Remember the strategies we talked about in class: Notice when you are not understanding something. Knowing you have a problem is the first step to solving it! Talk to a friend about it. Read over any responses already posted here. They may help you understand more about the text even before you read it. Re-read. I often have to re-read difficult texts several times and even then I may not fully understand.
Here are some strategies that help me:
- I go back to where I last had a clue and re-read from there.
- If the text is really, really hard for me (as this one is, I must admit) I look over the whole thing and try to get a sense of organization of the text. Are there sections that have headings? If there are, I read it section by section keeping the heading in mind as a guide. If there is no heading or title, I try to think what the heading. might be if there were one.

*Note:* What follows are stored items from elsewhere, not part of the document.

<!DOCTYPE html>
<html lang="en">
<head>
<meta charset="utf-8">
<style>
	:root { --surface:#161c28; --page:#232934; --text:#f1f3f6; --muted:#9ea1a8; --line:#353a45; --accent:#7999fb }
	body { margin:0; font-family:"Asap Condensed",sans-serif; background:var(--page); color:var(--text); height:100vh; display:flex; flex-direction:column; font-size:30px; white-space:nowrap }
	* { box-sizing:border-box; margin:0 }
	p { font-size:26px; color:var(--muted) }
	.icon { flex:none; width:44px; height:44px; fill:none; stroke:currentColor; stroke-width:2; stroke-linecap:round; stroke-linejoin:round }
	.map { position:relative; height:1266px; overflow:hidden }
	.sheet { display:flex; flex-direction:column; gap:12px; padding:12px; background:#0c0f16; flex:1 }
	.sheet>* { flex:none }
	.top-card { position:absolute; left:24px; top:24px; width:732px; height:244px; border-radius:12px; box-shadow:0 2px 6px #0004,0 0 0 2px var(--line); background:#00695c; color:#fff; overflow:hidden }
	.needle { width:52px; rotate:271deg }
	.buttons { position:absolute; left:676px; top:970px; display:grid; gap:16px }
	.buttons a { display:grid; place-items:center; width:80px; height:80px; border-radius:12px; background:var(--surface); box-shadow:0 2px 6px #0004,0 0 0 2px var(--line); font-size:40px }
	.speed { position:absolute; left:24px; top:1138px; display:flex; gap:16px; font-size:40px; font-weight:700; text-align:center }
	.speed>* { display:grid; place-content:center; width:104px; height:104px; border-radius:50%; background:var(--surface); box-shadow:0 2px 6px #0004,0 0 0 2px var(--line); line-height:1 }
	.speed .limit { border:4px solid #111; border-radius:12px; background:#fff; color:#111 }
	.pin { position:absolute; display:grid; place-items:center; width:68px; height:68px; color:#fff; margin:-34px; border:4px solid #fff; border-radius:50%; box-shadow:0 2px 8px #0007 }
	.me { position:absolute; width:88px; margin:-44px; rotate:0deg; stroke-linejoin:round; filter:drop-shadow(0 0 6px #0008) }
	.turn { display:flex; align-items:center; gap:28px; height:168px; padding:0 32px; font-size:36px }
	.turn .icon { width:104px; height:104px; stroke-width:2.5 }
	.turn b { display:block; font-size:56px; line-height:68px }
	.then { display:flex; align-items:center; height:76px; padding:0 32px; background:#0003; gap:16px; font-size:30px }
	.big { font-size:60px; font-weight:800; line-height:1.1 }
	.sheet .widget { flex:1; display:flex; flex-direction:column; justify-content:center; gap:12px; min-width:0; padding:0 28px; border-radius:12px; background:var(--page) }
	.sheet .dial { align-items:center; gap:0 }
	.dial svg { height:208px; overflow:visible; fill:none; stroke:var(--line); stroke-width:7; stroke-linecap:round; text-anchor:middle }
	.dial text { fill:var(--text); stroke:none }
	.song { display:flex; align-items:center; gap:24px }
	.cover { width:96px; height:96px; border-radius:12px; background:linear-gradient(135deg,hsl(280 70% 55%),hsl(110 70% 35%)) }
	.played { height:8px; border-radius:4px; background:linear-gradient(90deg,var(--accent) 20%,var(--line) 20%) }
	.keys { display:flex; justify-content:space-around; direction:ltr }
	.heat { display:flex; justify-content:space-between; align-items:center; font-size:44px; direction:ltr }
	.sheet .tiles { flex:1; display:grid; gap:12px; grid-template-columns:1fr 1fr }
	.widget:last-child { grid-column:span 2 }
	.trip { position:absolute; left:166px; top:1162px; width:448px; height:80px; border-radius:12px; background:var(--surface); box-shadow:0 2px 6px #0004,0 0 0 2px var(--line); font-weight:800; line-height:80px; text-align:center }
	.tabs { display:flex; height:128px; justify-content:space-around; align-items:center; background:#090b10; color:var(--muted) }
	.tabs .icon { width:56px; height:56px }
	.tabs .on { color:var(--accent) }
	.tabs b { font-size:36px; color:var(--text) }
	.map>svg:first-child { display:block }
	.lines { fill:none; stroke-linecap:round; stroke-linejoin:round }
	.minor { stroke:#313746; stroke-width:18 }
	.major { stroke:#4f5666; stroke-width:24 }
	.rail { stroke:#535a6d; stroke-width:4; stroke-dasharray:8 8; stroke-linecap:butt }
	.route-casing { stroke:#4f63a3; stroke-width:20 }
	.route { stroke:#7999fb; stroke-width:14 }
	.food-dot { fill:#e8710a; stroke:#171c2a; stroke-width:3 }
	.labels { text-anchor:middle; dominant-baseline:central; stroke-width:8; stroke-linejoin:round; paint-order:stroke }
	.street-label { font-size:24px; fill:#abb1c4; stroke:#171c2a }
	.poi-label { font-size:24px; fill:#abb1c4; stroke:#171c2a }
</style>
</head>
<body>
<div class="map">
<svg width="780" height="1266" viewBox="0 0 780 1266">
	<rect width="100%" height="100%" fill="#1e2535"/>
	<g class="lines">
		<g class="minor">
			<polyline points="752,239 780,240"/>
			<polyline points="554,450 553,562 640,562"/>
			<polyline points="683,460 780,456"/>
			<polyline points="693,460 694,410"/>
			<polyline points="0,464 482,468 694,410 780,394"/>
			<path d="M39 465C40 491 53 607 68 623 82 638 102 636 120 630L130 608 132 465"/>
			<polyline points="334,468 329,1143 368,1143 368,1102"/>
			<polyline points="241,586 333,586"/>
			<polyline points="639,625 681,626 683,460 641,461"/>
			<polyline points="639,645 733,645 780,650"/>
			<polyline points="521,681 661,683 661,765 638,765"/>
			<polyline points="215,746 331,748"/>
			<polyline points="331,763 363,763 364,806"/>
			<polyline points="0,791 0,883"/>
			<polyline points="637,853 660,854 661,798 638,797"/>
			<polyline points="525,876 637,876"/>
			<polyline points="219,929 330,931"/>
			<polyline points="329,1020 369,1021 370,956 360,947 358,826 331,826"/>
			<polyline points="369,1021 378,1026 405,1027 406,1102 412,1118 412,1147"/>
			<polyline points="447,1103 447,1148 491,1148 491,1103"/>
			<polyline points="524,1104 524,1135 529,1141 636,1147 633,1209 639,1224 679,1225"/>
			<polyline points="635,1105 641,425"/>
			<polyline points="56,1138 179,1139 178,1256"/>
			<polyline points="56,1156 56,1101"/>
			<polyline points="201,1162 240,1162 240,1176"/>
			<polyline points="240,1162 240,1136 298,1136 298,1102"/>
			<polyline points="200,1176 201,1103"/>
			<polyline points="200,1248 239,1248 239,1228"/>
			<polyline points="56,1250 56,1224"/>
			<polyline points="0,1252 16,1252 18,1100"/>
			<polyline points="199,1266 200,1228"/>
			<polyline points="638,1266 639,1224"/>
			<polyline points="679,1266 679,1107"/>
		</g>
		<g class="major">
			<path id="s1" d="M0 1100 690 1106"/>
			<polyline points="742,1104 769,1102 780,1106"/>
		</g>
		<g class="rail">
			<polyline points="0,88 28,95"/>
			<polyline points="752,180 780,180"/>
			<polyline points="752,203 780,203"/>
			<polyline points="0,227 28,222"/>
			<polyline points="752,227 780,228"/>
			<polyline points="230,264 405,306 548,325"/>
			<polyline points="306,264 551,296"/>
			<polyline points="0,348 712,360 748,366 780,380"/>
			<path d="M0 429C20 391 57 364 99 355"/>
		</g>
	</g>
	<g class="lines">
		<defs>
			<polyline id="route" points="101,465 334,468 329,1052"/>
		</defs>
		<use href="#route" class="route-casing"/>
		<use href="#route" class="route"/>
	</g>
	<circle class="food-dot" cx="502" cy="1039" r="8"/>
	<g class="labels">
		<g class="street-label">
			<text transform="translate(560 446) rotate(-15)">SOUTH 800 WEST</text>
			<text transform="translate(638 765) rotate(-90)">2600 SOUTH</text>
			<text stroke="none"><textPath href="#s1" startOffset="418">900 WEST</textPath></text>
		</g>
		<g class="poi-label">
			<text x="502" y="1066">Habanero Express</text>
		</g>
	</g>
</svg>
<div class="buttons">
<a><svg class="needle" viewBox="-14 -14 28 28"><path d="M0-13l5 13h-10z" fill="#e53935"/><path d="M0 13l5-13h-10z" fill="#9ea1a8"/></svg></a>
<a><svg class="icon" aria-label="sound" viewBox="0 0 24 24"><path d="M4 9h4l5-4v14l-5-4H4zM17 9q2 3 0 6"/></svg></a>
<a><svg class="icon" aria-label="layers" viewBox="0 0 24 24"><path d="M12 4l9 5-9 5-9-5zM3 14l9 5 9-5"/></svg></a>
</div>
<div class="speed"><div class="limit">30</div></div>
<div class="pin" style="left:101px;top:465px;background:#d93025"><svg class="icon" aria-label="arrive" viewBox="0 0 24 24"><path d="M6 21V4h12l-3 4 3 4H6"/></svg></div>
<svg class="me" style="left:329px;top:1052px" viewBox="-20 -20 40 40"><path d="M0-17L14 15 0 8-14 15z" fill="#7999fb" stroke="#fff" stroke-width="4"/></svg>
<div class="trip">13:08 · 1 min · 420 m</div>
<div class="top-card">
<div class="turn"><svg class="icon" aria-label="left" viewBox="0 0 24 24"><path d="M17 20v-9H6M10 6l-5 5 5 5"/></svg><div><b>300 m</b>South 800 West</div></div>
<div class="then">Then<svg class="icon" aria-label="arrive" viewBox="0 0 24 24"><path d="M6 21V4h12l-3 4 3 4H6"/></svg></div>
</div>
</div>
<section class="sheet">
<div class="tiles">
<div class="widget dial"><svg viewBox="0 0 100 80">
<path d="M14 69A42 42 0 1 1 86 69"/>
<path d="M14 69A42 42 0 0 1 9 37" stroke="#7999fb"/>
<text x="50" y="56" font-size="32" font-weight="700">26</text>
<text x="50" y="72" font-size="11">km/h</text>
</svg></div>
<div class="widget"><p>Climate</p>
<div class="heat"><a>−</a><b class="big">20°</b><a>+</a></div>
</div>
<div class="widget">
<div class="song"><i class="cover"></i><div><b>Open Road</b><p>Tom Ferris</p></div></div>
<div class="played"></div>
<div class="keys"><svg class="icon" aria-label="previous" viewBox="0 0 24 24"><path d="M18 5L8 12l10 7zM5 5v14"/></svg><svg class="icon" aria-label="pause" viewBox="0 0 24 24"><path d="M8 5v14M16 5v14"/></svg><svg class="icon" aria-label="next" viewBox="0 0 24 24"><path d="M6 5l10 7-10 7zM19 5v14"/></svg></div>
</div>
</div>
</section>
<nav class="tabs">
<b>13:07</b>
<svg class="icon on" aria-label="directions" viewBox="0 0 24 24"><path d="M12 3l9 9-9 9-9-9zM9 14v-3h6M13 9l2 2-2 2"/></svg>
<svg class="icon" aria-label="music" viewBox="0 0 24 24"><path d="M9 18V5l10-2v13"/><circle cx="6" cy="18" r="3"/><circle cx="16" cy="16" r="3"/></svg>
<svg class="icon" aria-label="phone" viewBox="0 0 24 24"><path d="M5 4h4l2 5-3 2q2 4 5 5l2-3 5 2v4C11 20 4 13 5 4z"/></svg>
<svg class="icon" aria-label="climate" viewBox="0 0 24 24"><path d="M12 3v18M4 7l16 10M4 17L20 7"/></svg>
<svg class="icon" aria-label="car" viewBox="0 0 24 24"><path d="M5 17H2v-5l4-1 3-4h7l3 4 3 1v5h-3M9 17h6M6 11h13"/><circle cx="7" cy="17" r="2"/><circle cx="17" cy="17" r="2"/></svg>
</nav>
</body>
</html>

- For the most difficult texts that I read I go paragraph by paragraph and think about (or even jot down) what the gist of each paragraph is. This is time consuming and rather annoying, but it works for me with really, really difficult non-fiction.
- TURN OFF THE NOISE! That means no computer open (if I’m not actually reading online), no music playing, no texting while you read. Multi-tasking is a myth. Difficult tasks require real concentration.
- Be kind to yourself. This is really hard stuff, and it’s your first time (I assume?) that you are reading actual legal documents. Do not get so frustrated that you scrunch the paper up and throw it across the room! Keep breathing. You’ll be fine.
For your written response here, please give your understanding of the case and Justice Stevens’ reasons for his opinion. Then, explain whether you agree or disagree with Justice Stevens or not. How would you find if you were on the Supreme Court?